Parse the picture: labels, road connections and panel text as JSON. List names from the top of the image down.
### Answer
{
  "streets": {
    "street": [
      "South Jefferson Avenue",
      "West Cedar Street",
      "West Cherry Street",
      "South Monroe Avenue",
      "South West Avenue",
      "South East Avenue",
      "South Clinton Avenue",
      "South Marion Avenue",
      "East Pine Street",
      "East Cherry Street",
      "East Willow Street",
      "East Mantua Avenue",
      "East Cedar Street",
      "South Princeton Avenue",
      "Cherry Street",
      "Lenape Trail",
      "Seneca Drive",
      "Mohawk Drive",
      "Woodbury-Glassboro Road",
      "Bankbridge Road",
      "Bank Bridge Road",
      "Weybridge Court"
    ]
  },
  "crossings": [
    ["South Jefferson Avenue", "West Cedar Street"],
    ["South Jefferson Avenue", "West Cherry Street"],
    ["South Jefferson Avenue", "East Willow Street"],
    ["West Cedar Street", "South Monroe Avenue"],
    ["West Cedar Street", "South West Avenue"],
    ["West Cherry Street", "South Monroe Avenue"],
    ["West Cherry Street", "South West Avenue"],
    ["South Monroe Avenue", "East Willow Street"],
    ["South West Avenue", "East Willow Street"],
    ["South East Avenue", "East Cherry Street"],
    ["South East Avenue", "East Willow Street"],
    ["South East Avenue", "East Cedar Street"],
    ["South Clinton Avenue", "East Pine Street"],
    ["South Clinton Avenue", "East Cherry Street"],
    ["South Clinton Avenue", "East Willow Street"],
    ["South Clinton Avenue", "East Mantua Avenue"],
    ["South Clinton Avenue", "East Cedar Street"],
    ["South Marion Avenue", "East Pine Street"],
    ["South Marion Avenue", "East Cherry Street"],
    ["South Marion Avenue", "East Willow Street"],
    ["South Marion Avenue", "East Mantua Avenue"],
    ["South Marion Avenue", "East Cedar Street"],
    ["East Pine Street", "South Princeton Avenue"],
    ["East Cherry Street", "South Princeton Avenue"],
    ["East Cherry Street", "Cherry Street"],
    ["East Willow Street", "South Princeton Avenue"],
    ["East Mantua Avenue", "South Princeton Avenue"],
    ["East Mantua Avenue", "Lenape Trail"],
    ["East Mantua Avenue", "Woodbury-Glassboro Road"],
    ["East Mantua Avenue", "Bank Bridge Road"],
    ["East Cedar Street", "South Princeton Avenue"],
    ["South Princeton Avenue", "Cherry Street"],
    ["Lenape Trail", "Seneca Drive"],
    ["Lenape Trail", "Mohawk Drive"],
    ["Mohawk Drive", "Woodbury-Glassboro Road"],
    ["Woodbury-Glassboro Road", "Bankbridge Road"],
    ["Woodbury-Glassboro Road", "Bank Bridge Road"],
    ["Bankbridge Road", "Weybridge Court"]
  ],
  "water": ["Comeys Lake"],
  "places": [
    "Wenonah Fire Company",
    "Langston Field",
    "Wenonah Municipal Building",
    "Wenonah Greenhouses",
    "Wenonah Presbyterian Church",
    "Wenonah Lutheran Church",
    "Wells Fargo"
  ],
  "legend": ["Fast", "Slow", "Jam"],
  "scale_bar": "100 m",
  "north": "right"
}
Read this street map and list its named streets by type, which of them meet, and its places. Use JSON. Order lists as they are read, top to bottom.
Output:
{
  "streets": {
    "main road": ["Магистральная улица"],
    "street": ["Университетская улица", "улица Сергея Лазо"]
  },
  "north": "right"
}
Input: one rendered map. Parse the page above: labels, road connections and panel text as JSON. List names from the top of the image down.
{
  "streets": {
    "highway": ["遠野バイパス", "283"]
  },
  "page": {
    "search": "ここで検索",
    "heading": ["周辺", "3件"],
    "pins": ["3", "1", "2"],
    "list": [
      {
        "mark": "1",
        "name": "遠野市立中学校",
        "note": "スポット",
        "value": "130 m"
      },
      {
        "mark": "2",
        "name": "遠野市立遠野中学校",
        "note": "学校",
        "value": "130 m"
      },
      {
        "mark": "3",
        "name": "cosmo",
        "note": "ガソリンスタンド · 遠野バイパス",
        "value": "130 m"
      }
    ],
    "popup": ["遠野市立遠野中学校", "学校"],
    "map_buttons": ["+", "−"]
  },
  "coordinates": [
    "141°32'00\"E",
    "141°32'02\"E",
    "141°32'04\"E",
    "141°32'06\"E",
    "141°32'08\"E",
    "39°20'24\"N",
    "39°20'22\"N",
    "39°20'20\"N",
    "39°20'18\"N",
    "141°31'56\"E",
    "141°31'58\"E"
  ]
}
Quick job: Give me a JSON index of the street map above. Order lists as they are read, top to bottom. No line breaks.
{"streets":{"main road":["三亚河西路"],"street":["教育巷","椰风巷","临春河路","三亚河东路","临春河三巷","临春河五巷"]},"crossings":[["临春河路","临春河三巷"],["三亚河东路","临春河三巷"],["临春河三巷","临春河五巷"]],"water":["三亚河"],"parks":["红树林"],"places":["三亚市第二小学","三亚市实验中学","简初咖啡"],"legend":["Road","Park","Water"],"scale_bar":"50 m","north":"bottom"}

• **TO DO**:
Only the lines from the one holding "Quick job: Give" to the end of the material are wanted, each transcribed exactly.

• **OUTPUT FOR THIS EXERCISE**:
Quick job: Give me a JSON index of the street map above. Order lists as they are read, top to bottom. No line breaks.
{"streets":{"main road":["三亚河西路"],"street":["教育巷","椰风巷","临春河路","三亚河东路","临春河三巷","临春河五巷"]},"crossings":[["临春河路","临春河三巷"],["三亚河东路","临春河三巷"],["临春河三巷","临春河五巷"]],"water":["三亚河"],"parks":["红树林"],"places":["三亚市第二小学","三亚市实验中学","简初咖啡"],"legend":["Road","Park","Water"],"scale_bar":"50 m","north":"bottom"}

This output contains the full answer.